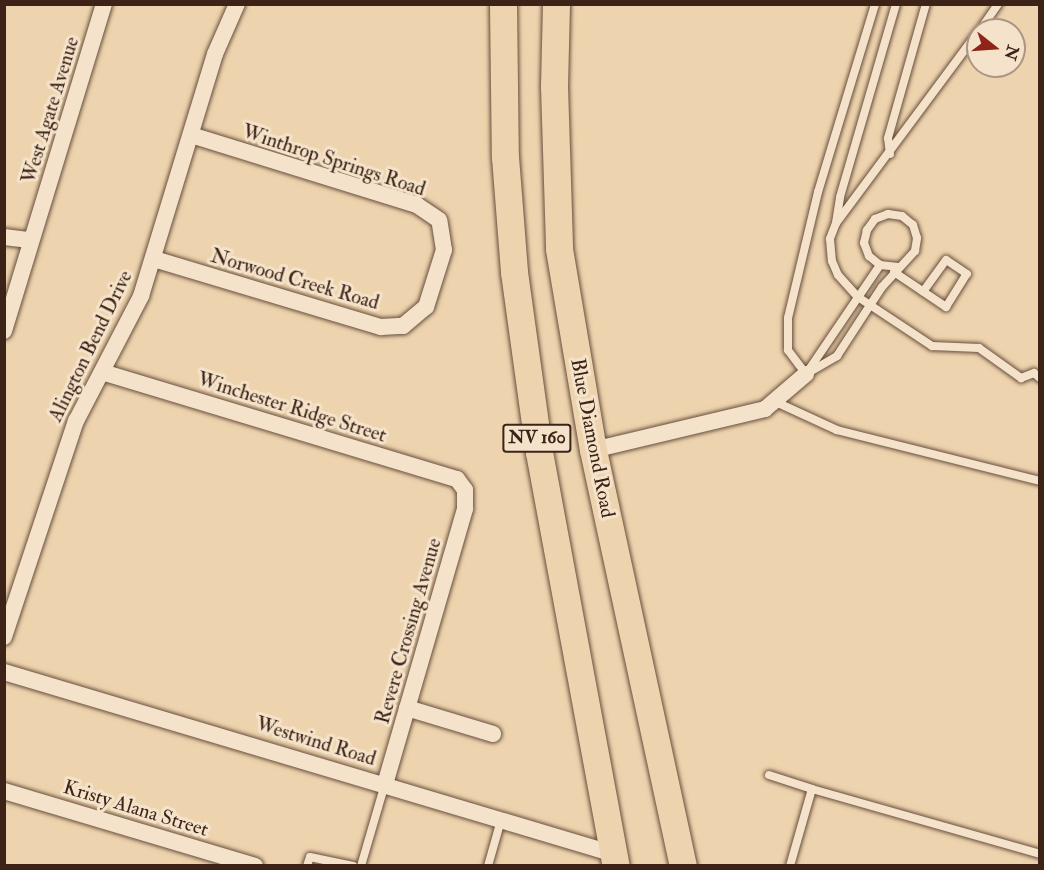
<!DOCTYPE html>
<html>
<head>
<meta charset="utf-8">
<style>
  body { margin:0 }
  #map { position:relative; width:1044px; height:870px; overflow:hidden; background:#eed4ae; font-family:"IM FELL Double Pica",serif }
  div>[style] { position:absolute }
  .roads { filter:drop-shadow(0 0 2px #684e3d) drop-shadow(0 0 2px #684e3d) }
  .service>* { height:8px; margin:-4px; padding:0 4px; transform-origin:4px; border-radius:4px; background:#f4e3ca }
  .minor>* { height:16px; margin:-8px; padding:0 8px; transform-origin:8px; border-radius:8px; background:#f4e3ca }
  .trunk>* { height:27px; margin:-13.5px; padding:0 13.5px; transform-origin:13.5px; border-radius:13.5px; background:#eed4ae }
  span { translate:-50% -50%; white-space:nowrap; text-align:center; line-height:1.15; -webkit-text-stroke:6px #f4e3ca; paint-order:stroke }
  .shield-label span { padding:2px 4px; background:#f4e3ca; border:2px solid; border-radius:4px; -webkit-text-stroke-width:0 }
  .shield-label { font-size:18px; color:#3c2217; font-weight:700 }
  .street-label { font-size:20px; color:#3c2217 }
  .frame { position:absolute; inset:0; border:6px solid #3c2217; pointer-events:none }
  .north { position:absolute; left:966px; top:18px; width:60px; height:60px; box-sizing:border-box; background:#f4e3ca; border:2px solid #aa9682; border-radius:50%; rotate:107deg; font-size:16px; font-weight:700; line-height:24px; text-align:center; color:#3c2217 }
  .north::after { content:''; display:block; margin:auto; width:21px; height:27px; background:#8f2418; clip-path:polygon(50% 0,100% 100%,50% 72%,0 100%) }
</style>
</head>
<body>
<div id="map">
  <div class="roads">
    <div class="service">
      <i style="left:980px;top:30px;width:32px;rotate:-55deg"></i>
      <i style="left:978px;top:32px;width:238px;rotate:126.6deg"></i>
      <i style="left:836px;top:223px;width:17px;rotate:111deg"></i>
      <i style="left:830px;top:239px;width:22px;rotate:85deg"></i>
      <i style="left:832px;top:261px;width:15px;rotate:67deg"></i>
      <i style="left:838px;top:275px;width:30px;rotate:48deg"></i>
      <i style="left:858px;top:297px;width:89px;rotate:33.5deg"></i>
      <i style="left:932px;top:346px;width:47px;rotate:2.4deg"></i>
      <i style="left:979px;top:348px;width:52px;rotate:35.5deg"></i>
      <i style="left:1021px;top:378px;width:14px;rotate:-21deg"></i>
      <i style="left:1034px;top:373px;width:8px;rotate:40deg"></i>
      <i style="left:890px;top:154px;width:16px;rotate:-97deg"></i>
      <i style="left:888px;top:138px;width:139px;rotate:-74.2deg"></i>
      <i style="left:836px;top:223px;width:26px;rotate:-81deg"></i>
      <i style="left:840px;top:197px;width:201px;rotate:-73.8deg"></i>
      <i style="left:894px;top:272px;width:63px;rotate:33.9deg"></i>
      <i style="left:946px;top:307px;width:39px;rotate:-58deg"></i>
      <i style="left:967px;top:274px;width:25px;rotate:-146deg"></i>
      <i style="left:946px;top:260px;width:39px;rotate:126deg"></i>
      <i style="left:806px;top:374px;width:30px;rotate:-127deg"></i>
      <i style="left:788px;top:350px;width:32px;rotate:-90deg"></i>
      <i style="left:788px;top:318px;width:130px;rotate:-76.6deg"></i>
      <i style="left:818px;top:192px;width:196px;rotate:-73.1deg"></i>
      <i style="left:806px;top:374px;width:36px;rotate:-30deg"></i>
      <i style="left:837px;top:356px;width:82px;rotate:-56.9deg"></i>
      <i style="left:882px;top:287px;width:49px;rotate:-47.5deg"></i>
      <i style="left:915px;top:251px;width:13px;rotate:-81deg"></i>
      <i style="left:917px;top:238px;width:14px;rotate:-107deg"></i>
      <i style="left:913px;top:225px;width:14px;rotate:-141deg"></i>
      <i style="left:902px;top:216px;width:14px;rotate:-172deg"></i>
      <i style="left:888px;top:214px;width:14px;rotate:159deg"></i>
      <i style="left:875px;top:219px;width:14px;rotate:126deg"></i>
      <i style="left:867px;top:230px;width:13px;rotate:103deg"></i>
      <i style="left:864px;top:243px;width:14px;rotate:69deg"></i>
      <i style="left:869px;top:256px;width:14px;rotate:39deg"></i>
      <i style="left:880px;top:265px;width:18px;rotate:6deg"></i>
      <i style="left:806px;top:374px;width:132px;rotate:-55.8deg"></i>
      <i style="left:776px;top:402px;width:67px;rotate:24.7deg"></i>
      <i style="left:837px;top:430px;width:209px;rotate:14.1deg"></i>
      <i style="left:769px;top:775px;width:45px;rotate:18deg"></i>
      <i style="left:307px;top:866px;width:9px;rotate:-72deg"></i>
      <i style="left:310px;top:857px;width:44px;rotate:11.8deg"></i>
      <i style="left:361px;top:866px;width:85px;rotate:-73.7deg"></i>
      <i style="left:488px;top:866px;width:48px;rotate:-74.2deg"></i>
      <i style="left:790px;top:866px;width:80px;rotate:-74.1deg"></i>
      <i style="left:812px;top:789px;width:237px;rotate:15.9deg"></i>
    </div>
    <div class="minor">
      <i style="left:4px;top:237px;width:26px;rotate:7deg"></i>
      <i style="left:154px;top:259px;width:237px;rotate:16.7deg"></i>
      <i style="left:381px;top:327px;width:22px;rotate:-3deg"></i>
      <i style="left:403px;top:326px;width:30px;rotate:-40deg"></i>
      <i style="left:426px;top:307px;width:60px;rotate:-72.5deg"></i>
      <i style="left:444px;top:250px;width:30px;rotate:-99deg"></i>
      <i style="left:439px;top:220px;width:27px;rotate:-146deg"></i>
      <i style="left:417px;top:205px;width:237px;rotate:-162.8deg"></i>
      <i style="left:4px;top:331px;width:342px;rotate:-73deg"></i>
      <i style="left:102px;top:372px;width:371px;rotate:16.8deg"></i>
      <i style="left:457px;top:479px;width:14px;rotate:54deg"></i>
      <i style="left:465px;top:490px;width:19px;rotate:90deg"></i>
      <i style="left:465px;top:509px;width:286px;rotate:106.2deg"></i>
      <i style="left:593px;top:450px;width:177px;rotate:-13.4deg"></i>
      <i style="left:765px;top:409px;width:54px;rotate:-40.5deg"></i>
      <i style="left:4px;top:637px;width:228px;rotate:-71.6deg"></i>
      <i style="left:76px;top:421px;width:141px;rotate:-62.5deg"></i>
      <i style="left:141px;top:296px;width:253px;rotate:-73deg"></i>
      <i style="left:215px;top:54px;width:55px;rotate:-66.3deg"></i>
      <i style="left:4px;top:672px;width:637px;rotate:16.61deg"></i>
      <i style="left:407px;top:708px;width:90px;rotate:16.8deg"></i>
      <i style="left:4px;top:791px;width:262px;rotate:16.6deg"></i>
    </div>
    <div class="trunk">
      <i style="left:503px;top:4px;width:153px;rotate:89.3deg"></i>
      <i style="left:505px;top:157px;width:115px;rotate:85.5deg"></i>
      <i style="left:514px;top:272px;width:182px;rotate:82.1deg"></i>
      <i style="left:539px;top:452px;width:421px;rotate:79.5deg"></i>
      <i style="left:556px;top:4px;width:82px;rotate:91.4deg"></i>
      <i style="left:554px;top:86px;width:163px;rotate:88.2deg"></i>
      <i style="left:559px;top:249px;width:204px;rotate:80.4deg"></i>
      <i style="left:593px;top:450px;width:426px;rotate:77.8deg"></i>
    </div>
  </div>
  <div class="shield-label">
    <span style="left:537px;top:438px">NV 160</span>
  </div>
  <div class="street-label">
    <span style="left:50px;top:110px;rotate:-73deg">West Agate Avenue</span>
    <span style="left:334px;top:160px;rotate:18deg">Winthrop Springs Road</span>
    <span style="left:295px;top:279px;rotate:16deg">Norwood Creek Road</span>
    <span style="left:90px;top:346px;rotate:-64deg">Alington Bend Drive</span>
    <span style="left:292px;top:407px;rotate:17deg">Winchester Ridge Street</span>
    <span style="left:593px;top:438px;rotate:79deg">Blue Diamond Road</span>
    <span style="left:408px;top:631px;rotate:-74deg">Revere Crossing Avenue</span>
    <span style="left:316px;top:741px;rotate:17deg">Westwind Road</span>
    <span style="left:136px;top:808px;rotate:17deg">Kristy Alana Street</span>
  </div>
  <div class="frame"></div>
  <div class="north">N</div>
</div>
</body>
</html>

====

- _ACTIVITY_
Go through the material and select each line with the string "service" in it.

- _EXERCISE OUTPUT_
  .service>* { height:8px; margin:-4px; padding:0 4px; transform-origin:4px; border-radius:4px; background:#f4e3ca }
    <div class="service">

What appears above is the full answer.